### Prompt
So that the copy stays text only, transcribe the data below exactly and exclude the images.

= = =

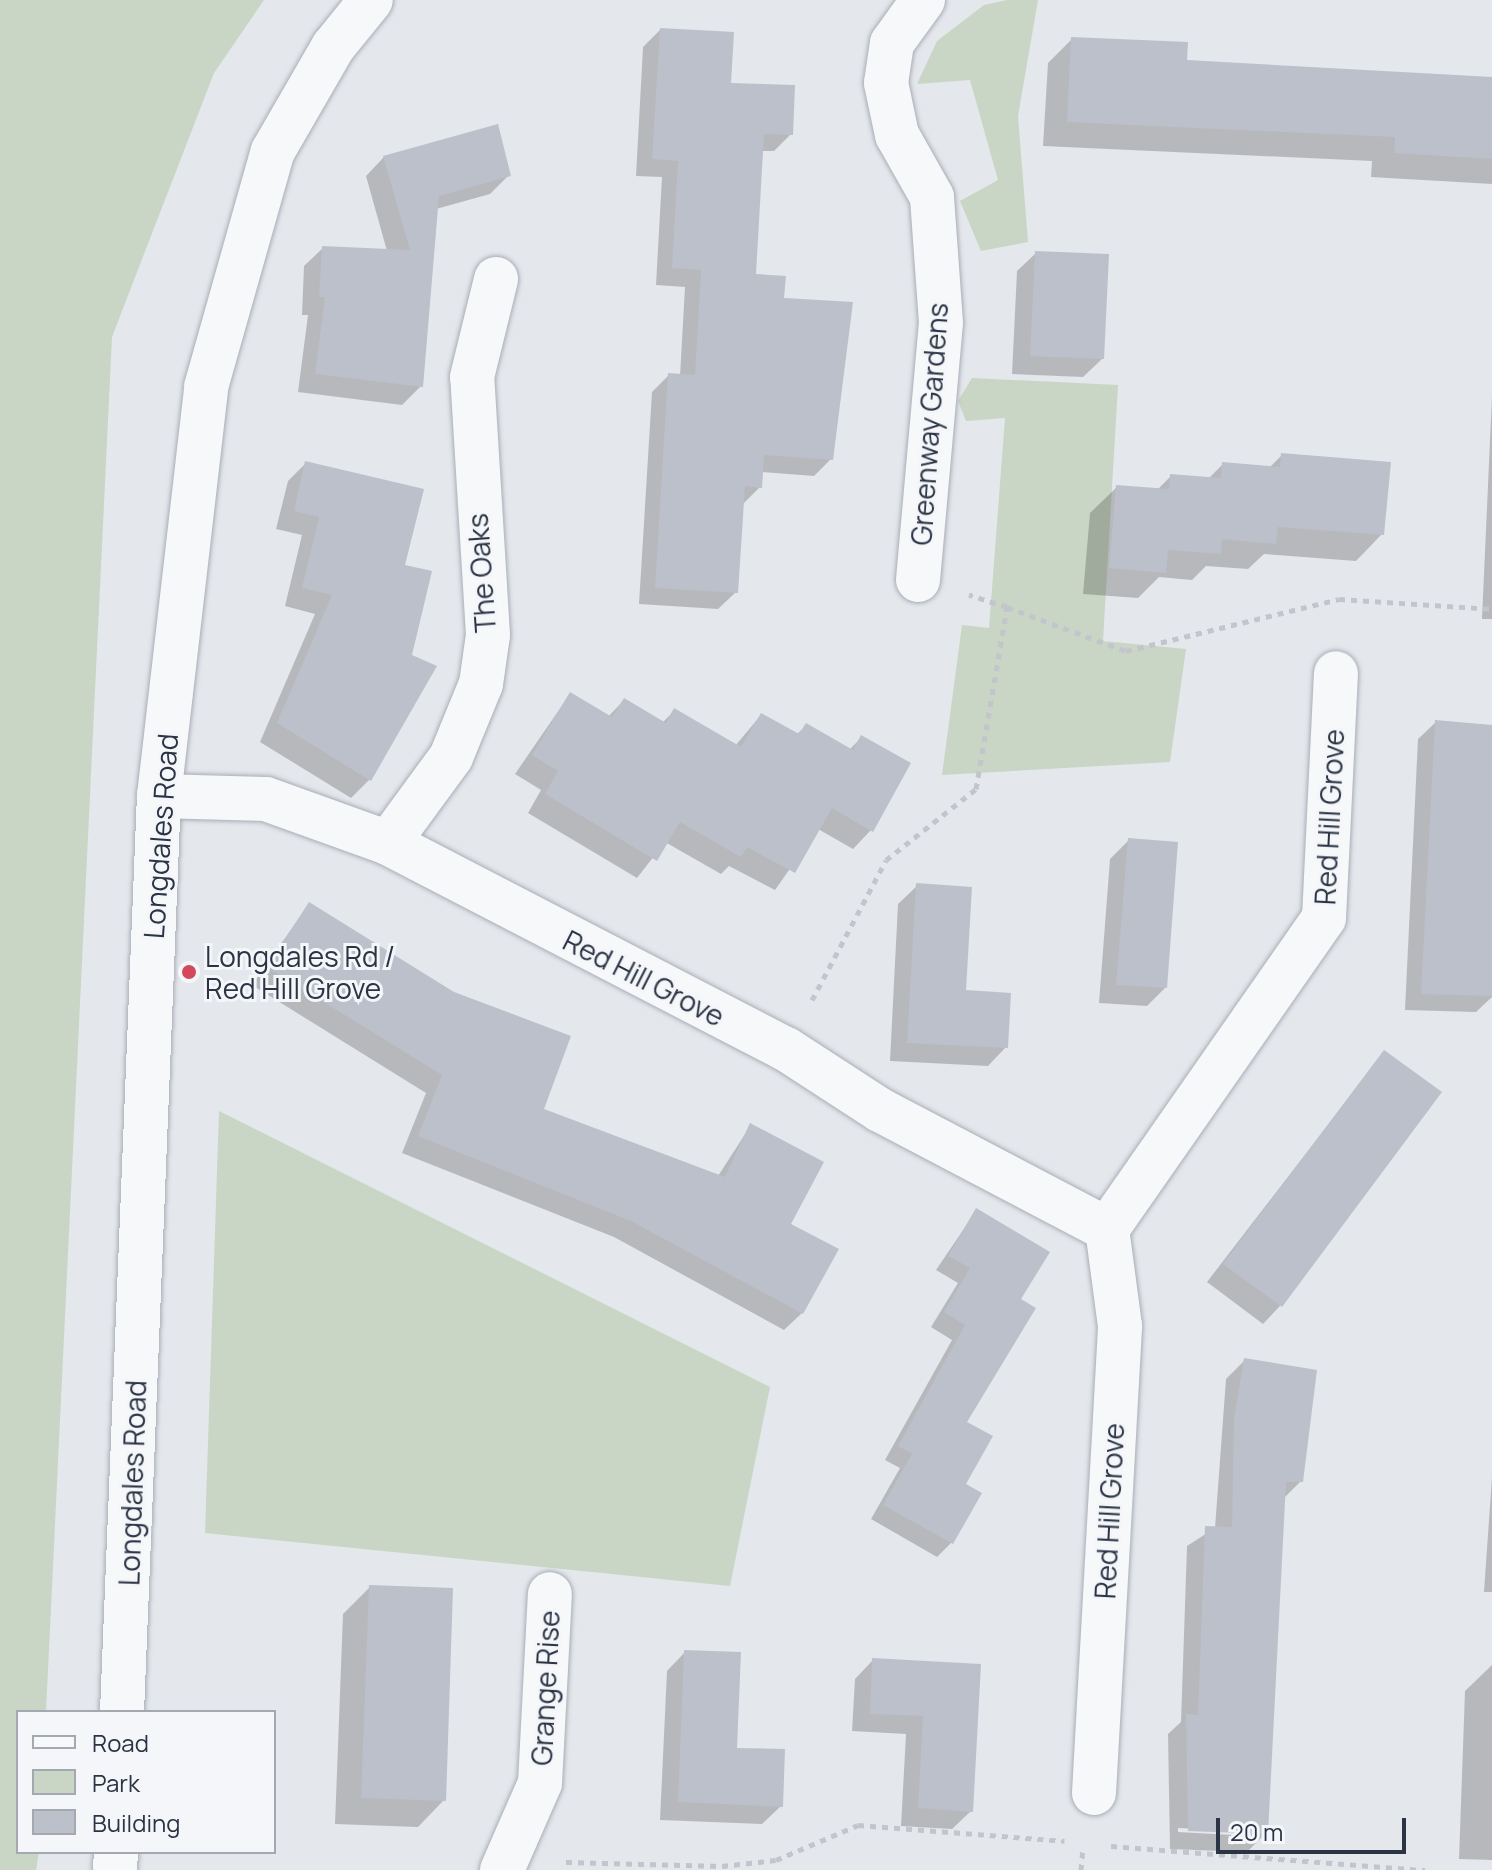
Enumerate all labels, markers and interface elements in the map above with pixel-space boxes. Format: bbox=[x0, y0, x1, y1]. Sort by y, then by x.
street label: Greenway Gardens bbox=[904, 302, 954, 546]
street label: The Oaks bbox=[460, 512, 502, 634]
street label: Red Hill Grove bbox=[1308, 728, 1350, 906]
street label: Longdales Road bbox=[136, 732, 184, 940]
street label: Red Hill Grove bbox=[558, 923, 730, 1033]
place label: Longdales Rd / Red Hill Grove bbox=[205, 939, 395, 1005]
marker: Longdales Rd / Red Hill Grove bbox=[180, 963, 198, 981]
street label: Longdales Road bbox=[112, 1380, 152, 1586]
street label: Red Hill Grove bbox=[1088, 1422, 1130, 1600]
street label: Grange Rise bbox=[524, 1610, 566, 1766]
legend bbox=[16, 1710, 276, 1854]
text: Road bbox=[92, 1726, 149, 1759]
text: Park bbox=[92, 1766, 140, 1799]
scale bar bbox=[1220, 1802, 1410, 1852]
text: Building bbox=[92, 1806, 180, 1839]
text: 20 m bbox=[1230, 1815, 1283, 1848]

= = =

### Output
Enumerate all labels, markers and interface elements in the map above with pixel-space boxes. Format: bbox=[x0, y0, x1, y1]. Sort by y, then by x.
street label: Greenway Gardens bbox=[904, 302, 954, 546]
street label: The Oaks bbox=[460, 512, 502, 634]
street label: Red Hill Grove bbox=[1308, 728, 1350, 906]
street label: Longdales Road bbox=[136, 732, 184, 940]
street label: Red Hill Grove bbox=[558, 923, 730, 1033]
place label: Longdales Rd / Red Hill Grove bbox=[205, 939, 395, 1005]
marker: Longdales Rd / Red Hill Grove bbox=[180, 963, 198, 981]
street label: Longdales Road bbox=[112, 1380, 152, 1586]
street label: Red Hill Grove bbox=[1088, 1422, 1130, 1600]
street label: Grange Rise bbox=[524, 1610, 566, 1766]
legend bbox=[16, 1710, 276, 1854]
text: Road bbox=[92, 1726, 149, 1759]
text: Park bbox=[92, 1766, 140, 1799]
scale bar bbox=[1220, 1802, 1410, 1852]
text: Building bbox=[92, 1806, 180, 1839]
text: 20 m bbox=[1230, 1815, 1283, 1848]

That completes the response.